The Middle East Institute is proud to host Amb. Alan Goulty and Amb. Edward Walker for an examination of the unrest roiling Tunisia and Egypt and its implications for the region at large. Between them, Goulty and Walker have more than 60 years of experience serving in the Arab world. They will draw upon their unique experience and understanding of the region to examine the evolving crises in Tunisia and Egypt, the impact of the street protests on regional governments and the role that Western governments can play during this period of transition.
Bio: Amb. Alan Goulty retired in 2008 after 40 years service in the British Diplomatic Service, including postings as Ambassador to Tunisia (2004-8) and Sudan (1995-9), and as the UK Special Representative for Sudan (2002-4) and Darfur (2005-6). Other diplomatic postings include Lebanon, Egypt and Washington. From 2002-2002 he was the UK Foreign Office Director for the Middle East and North Africa and in 2002 was appointed the UK Special Representative for Sudan. He is currently a non-resident Senior Scholar at the Woodrow Wilson International Center for Scholars, and an adjunct professor at Georgetown.

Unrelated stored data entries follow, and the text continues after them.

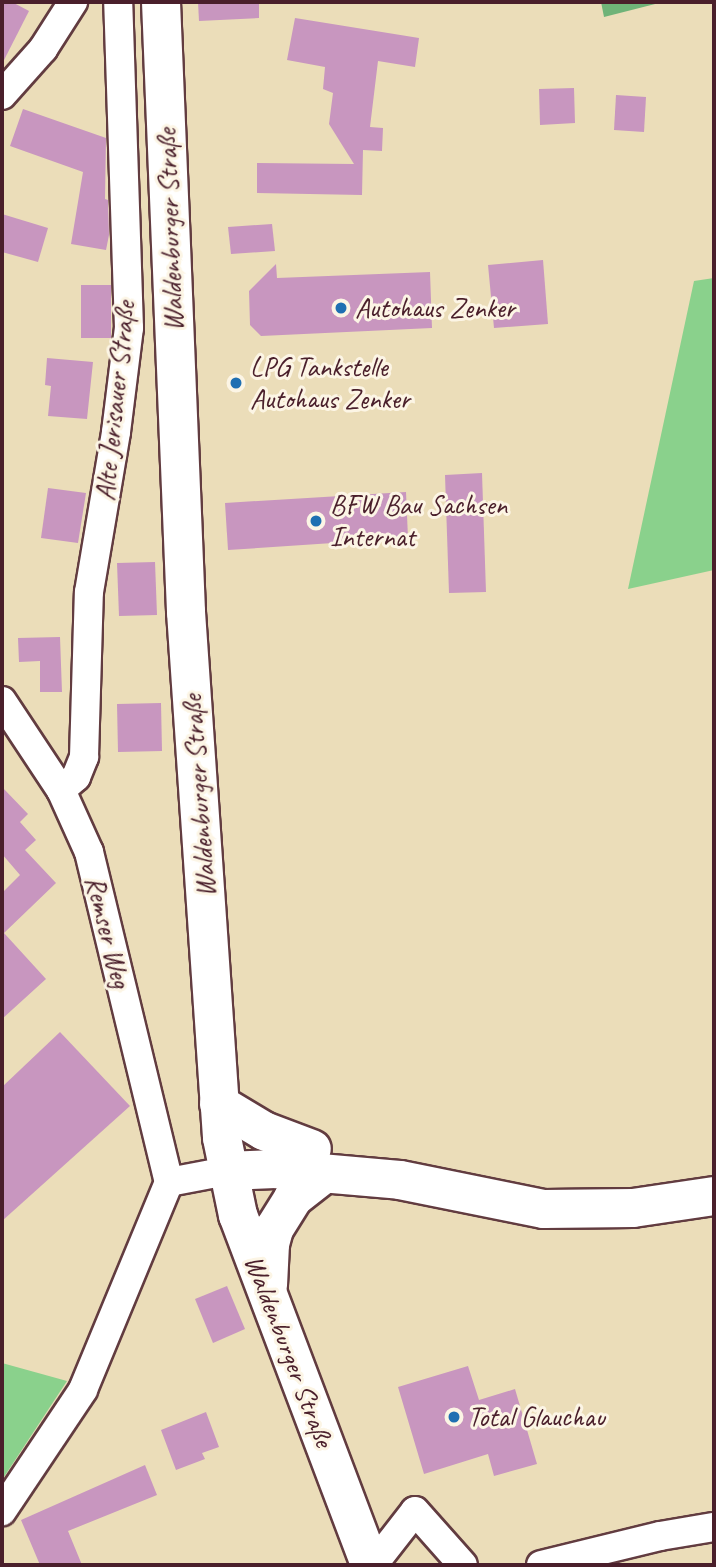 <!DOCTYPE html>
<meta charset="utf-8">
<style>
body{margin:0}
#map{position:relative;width:716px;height:1567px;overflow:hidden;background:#ebddb9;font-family:Caveat,sans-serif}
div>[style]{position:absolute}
.green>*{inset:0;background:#8ad18c}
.forest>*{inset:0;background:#6fb378}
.building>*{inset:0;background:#c896bf}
.roads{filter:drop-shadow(2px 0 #623c40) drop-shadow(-2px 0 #623c40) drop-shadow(0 2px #623c40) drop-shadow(0 -2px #623c40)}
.street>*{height:28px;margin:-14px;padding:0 14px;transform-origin:14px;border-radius:14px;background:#fff}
.secondary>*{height:38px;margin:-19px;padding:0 19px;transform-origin:19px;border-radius:19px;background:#fff}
.dots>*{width:19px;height:19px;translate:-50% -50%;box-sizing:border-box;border:4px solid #fcf5e5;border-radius:50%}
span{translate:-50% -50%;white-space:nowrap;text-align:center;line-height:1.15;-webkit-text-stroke:6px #fcf5e5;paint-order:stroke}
.street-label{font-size:28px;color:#4a1f2b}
.poi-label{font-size:28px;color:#4a1f2b}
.left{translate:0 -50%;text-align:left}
.frame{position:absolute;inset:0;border:4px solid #4a1f2b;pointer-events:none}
</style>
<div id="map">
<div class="green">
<i style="clip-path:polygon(714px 278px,714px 570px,628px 589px,694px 281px)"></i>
<i style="clip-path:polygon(2px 1363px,67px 1381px,2px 1480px)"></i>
</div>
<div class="forest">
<i style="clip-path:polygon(601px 2px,663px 2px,604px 17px)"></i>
</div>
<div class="building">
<i style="clip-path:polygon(2px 2px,12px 2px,29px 11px,2px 64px)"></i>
<i style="clip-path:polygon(198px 2px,259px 2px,259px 18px,199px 21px)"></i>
<i style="clip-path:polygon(295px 18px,419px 38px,415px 67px,378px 61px,370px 127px,383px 128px,382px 151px,363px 150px,362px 195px,257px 193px,257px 163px,354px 164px,329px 124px,333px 93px,323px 89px,325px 67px,287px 60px)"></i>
<i style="clip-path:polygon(574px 88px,575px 123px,540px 125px,539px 89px)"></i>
<i style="clip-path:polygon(616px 95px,646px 97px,644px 132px,614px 130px)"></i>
<i style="clip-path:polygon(23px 109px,106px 138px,105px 199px,108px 200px,109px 235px,106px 250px,71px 244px,83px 172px,10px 146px)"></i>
<i style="clip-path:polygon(2px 214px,48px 228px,38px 262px,2px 252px)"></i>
<i style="clip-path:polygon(272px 224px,275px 251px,231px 254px,228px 227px)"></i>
<i style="clip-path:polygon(543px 260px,548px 324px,494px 328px,488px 265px)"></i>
<i style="clip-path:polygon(276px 264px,277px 278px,430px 272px,432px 328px,261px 336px,250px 325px,249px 291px)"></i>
<i style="clip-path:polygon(81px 285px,111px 285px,111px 338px,81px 338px)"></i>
<i style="clip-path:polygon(47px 358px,93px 362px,87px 419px,48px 416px,51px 386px,45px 385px)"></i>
<i style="clip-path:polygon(482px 473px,486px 592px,449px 593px,445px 475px)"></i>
<i style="clip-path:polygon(48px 488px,86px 493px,78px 543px,41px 538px)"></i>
<i style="clip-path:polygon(406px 492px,408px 538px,228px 550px,225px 503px)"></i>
<i style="clip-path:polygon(155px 562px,157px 615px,119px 616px,117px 563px)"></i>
<i style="clip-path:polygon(60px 637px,62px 692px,40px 692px,40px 661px,19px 662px,18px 638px)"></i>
<i style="clip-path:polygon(161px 703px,162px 751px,118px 752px,117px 704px)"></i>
<i style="clip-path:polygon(2px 787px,28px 814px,20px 822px,36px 840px,25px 850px,56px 883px,4px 933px,46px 979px,2px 1019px,2px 893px,20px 875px,2px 854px)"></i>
<i style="clip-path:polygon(60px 1032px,130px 1106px,2px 1221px,2px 1087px)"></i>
<i style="clip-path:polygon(227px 1286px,245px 1329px,213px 1343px,195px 1299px)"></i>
<i style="clip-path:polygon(468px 1366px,479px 1400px,515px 1389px,537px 1464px,494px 1476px,488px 1454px,424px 1474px,398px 1387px)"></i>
<i style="clip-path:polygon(206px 1412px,219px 1447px,202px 1453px,205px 1459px,176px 1470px,161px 1430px)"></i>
<i style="clip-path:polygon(145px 1465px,157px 1495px,68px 1531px,82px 1565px,40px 1565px,21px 1520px)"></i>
</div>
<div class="roads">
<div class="street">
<i style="left:2px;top:95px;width:62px;rotate:-48.3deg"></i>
<i style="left:43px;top:49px;width:56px;rotate:-57.4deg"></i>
<i style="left:2px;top:701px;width:107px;rotate:56.5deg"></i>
<i style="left:61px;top:790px;width:68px;rotate:65.7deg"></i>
<i style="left:89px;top:852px;width:340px;rotate:76.4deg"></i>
<i style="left:169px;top:1182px;width:225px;rotate:112.5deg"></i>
<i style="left:83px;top:1390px;width:146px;rotate:123.8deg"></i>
<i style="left:61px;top:790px;width:20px;rotate:-41deg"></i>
<i style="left:76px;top:777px;width:22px;rotate:-68deg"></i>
<i style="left:84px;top:757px;width:165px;rotate:-88.3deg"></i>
<i style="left:89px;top:592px;width:162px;rotate:-80.4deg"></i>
<i style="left:116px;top:432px;width:105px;rotate:-82.9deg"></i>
<i style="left:129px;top:328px;width:326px;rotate:-91.9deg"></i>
<i style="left:169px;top:1182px;width:59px;rotate:-10.7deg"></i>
<i style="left:373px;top:1565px;width:68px;rotate:-52.1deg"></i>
<i style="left:415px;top:1511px;width:72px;rotate:48.4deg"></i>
<i style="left:541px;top:1565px;width:122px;rotate:-13.7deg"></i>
<i style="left:660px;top:1536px;width:55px;rotate:-9.5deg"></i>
</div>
<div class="secondary">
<i style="left:161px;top:2px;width:611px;rotate:87.65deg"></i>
<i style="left:186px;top:612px;width:527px;rotate:86.08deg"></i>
<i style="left:222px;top:1138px;width:79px;rotate:78.3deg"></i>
<i style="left:238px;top:1215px;width:374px;rotate:69.3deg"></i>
<i style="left:219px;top:1104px;width:52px;rotate:31deg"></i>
<i style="left:264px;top:1131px;width:51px;rotate:20.6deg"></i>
<i style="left:227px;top:1171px;width:48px;rotate:-2.4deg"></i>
<i style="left:275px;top:1169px;width:125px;rotate:5deg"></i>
<i style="left:400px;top:1180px;width:147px;rotate:11.4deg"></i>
<i style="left:544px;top:1209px;width:89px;rotate:-0.6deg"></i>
<i style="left:633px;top:1208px;width:82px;rotate:-8.4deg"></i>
<i style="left:268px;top:1285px;width:41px;rotate:-87.2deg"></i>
<i style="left:270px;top:1244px;width:16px;rotate:-75deg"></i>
<i style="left:274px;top:1229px;width:36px;rotate:-58deg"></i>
<i style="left:293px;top:1198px;width:37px;rotate:-38deg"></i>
</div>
</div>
<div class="dots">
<i style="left:341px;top:308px;background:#1f6fb2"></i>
<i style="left:236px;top:383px;background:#1f6fb2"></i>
<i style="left:316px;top:521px;background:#1f6fb2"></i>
<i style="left:454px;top:1417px;background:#1f6fb2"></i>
</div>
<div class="street-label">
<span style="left:170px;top:230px;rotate:-92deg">Waldenburger Straße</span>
<span style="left:115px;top:401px;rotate:-84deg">Alte Jerisauer Straße</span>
<span style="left:199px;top:796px;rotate:-94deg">Waldenburger Straße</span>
<span style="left:108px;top:932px;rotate:76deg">Remser Weg</span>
<span style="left:289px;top:1351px;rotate:69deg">Waldenburger Straße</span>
</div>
<div class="poi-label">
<span class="left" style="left:355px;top:308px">Autohaus Zenker</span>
<span class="left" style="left:250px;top:383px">LPG Tankstelle<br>Autohaus Zenker</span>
<span class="left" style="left:330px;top:521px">BFW Bau Sachsen<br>Internat</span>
<span class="left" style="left:468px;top:1417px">Total Glauchau</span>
</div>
<div class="frame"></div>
</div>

Amb. Edward Walker is currently a scholar at the Middle East Institute and a professor of global politics at Hamilton College. He also served as President of the Middle East Institute from 2001-2006. Before retiring from the State Department, he served as Assistant Secretary of State for Near Eastern Affairs from 2000-2001 and as US Ambassador to Israel from 1997-2000. Other ambassadorial postings included Egypt from 1994-1997 and the United Arab Emirates from 1989-1992. Walker also served in Lebanon, Syria and Tunisia.